Several organizations, from universities and independent workshops to maker/hackerspaces have used Upverter for teaching PCB design to aspiring hardware engineers.

They’ve emailed us with the reasons Upverter worked well + some tips they learned for making the teaching experience a success. Here they are:

Why Upverter is great for teaching

  • Realtime collaboration makes it easy for the teacher to demonstrate concepts on a single central design that all the students can watch in real-time and then fork afterwards.
  • Upverter works on any OS/browser so students can bring the laptop of their choice. There is nothing to download and install, making it easy to get started.
  • The central parts library makes it easy to share components among students
  • The instructor can easily markup a student’s design and give advice
  • Since Upverter runs in the browser, students can continue to work from home when the workshop is finished and share their work with other students.

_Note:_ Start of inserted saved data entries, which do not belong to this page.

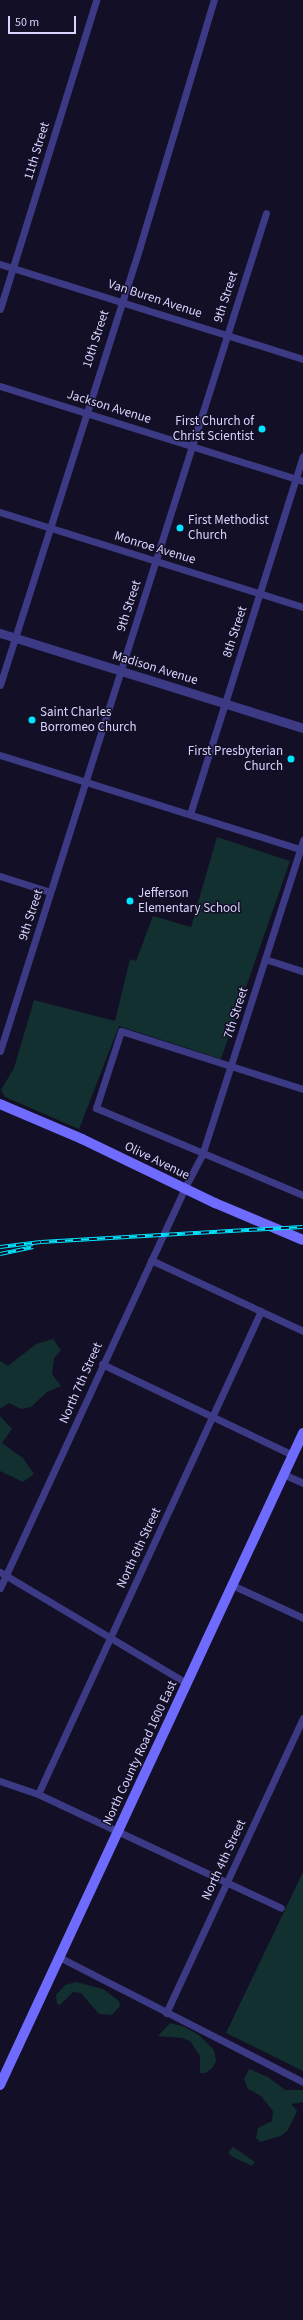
<!DOCTYPE html>
<html>
<head>
<meta charset="utf-8">
<style>
  body { margin:0 }
  #map { position:relative; width:303px; height:2320px; overflow:hidden; background:#130f26; font-family:"Source Sans 3",sans-serif }
  div>[style] { position:absolute }
  [style*='--x'] { left:calc(var(--x)*1px); top:calc(var(--y)*1px); width:calc(var(--w)*1px); rotate:calc(var(--a)*1deg) }
  .green>* { inset:0; background:#12302f }
  .minor>* { height:7px; margin:-3.5px; padding:0 3.5px; transform-origin:3.5px; border-radius:3.5px; background:#3d3a85 }
  .tertiary>* { height:9px; margin:-4.5px; padding:0 4.5px; transform-origin:4.5px; border-radius:4.5px; background:#3d3a85 }
  .secondary>* { height:10px; margin:-5px; padding:0 5px; transform-origin:5px; border-radius:5px; background:#6f6bff }
  .rail>* { height:4px; margin-top:-2px; transform-origin:0; background:repeating-linear-gradient(90deg,#130f26 0 8px,#00e5ff 0 16px); box-sizing:border-box; border-block:1px solid #00e5ff }
  .dots>* { width:11px; height:11px; translate:-50% -50%; box-sizing:border-box; border:2px solid #130f26; border-radius:50% }
  span { translate:-50% -50%; white-space:nowrap; text-align:center; line-height:1.15; -webkit-text-stroke:3px #130f26; paint-order:stroke }
  .street-label { font-size:13px; color:#d9d4ff }
  .poi-label { font-size:13px; color:#d9d4ff }
  .right { translate:-100% -50%; text-align:right }
  .left { translate:0 -50%; text-align:left }
  .scale { position:absolute; left:8px; top:16px; width:68px; height:18px; box-sizing:border-box; border:2px solid #d9d4ff; border-top:0; padding-left:5px; font-size:12px; line-height:14px; white-space:nowrap; color:#d9d4ff; -webkit-text-stroke:3px #130f26; paint-order:stroke }
</style>
</head>
<body>
<div id="map">
  <div class="green">
    <div style="clip-path:polygon(217px 837px,290px 861px,221px 1059px,119px 1026px,79px 1129px,5px 1097px,1px 1090px,14px 1068px,34px 1000px,115px 1021px,130px 959px,136px 961px,153px 916px,191px 927px)"></div>
    <div style="clip-path:polygon(53px 1339px,61px 1350px,54px 1358px,52px 1374px,61px 1386px,47px 1392px,31px 1407px,21px 1409px,9px 1403px,0 1409px,0 1361px,8px 1366px,36px 1344px)"></div>
    <div style="clip-path:polygon(0 1416px,12px 1429px,2px 1443px,23px 1458px,34px 1474px,23px 1482px,0 1471px)"></div>
    <div style="clip-path:polygon(303px 1872px,303px 2071px,226px 2033px)"></div>
    <div style="clip-path:polygon(76px 1982px,103px 1989px,119px 2001px,120px 2006px,112px 2015px,99px 2014px,81px 1993px,73px 1992px,60px 2005px,57px 2004px,56px 1995px,65px 1985px)"></div>
    <div style="clip-path:polygon(170px 2023px,185px 2027px,199px 2035px,214px 2050px,216px 2061px,213px 2067px,206px 2073px,200px 2073px,200px 2056px,190px 2041px,182px 2038px,158px 2036px)"></div>
    <div style="clip-path:polygon(249px 2069px,268px 2077px,285px 2090px,303px 2090px,303px 2102px,291px 2104px,297px 2111px,288px 2130px,281px 2136px,260px 2142px,256px 2138px,258px 2128px,272px 2121px,273px 2111px,261px 2096px,248px 2089px,244px 2079px)"></div>
    <div style="clip-path:polygon(233px 2147px,255px 2162px,252px 2166px,233px 2157px,228px 2153px)"></div>
  </div>
  <div class="minor">
    <div style="--x:0;--y:264;--w:318;--a:17.4"></div>
    <div style="--x:0;--y:309;--w:324;--a:-72.7"></div>
    <div style="--x:0;--y:386;--w:318;--a:17.4"></div>
    <div style="--x:0;--y:512;--w:318;--a:17.4"></div>
    <div style="--x:0;--y:685;--w:461;--a:-72.3"></div>
    <div style="--x:140;--y:246;--w:257;--a:-73.3"></div>
    <div style="--x:0;--y:755;--w:318;--a:17.4"></div>
    <div style="--x:190;--y:814;--w:375;--a:-72.5"></div>
    <div style="--x:0;--y:876;--w:52;--a:17.7"></div>
    <div style="--x:265;--y:959;--w:40;--a:18"></div>
    <div style="--x:0;--y:1051;--w:879;--a:-72.39"></div>
    <div style="--x:303;--y:1089;--w:191;--a:-162.3"></div>
    <div style="--x:121;--y:1031;--w:81;--a:108"></div>
    <div style="--x:96;--y:1108;--w:225;--a:22.8"></div>
    <div style="--x:151;--y:1260;--w:168;--a:25"></div>
    <div style="--x:102;--y:1364;--w:212;--a:25.5"></div>
    <div style="--x:283;--y:1474;--w:22;--a:24"></div>
    <div style="--x:0;--y:1572;--w:217;--a:30.8"></div>
    <div style="--x:232;--y:1585;--w:78;--a:24.9"></div>
    <div style="--x:0;--y:1588;--w:439;--a:-65.2"></div>
    <div style="--x:184;--y:1189;--w:38;--a:-62"></div>
    <div style="--x:202;--y:1155;--w:331;--a:-72.2"></div>
    <div style="--x:0;--y:1781;--w:40;--a:18.9"></div>
    <div style="--x:38;--y:1794;--w:268;--a:25.1"></div>
    <div style="--x:38;--y:1794;--w:532;--a:-65.22"></div>
    <div style="--x:59;--y:1957;--w:274;--a:27.1"></div>
    <div style="--x:166;--y:2013;--w:325;--a:-65.1"></div>
  </div>
  <div class="tertiary">
    <div style="--x:0;--y:633;--w:318;--a:17.4"></div>
  </div>
  <div class="secondary">
    <div style="--x:0;--y:1104;--w:89;--a:23.1"></div>
    <div style="--x:82;--y:1139;--w:148;--a:25.7"></div>
    <div style="--x:215;--y:1203;--w:95;--a:22.8"></div>
    <div style="--x:0;--y:2085;--w:719;--a:-65.07"></div>
  </div>
  <div class="rail">
    <div style="--x:0;--y:1247;--w:41;--a:-7"></div>
    <div style="--x:41;--y:1242;--w:262;--a:-3.3"></div>
    <div style="--x:0;--y:1254;--w:34;--a:-12"></div>
  </div>
  <div class="dots">
    <div style="left:262px;top:429px;background:#00e5ff"></div>
    <div style="left:180px;top:528px;background:#00e5ff"></div>
    <div style="left:32px;top:720px;background:#00e5ff"></div>
    <div style="left:291px;top:759px;background:#00e5ff"></div>
    <div style="left:130px;top:901px;background:#00e5ff"></div>
  </div>
  <div class="street-label">
    <span style="left:37px;top:151px;rotate:-73deg">11th Street</span>
    <span style="left:226px;top:297px;rotate:-72deg">9th Street</span>
    <span style="left:155px;top:299px;rotate:18deg">Van Buren Avenue</span>
    <span style="left:96px;top:339px;rotate:-72deg">10th Street</span>
    <span style="left:109px;top:407px;rotate:17deg">Jackson Avenue</span>
    <span style="left:155px;top:548px;rotate:17deg">Monroe Avenue</span>
    <span style="left:129px;top:606px;rotate:-72deg">9th Street</span>
    <span style="left:235px;top:632px;rotate:-72deg">8th Street</span>
    <span style="left:155px;top:668px;rotate:17deg">Madison Avenue</span>
    <span style="left:31px;top:915px;rotate:-72deg">9th Street</span>
    <span style="left:236px;top:1013px;rotate:-72deg">7th Street</span>
    <span style="left:157px;top:1161px;rotate:26deg">Olive Avenue</span>
    <span style="left:81px;top:1383px;rotate:-66deg">North 7th Street</span>
    <span style="left:139px;top:1548px;rotate:-65deg">North 6th Street</span>
    <span style="left:140px;top:1753px;rotate:-65deg">North County Road 1600 East</span>
    <span style="left:224px;top:1860px;rotate:-65deg">North 4th Street</span>
  </div>
  <div class="poi-label">
    <span class="right" style="left:254px;top:429px">First Church of<br>Christ Scientist</span>
    <span class="left" style="left:188px;top:528px">First Methodist<br>Church</span>
    <span class="left" style="left:40px;top:720px">Saint Charles<br>Borromeo Church</span>
    <span class="right" style="left:283px;top:759px">First Presbyterian<br>Church</span>
    <span class="left" style="left:138px;top:901px">Jefferson<br>Elementary School</span>
  </div>
  <div class="scale">50 m</div>
</div>
</body>
</html>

Tips For Running a Successful Workshop

  • Create a team ahead of time so that all student projects are grouped in one place.
  • Create base designs under the team that students can fork and use as a starting point. The same goes for components and libraries. If you’re running regular workshops you’ll only need to do this once.
  • Create a fun place for students to embed their design (ie. on your website or blog).
  • Be sure to include manufacturing in your lesson. Have students submit their PCB to a manufacturer so they get something tangible in their hands – it’s a great feeling!

Do you have any other tips?


I’ve been teaching workshops using Upverter for about a year now, and I think that the best thing for me has been the ability to create base designs. This is super helpful if you’re teaching a multi-day workshop. I can create a new base design for each day of the workshop, that way if someone misses a day or gets confused, they can just start from the design that allows them to focus on that day’s topic. It also means if people get confused about something, there’s an easy way for them to catch up with the rest of the class.


What is required to learn PCB design?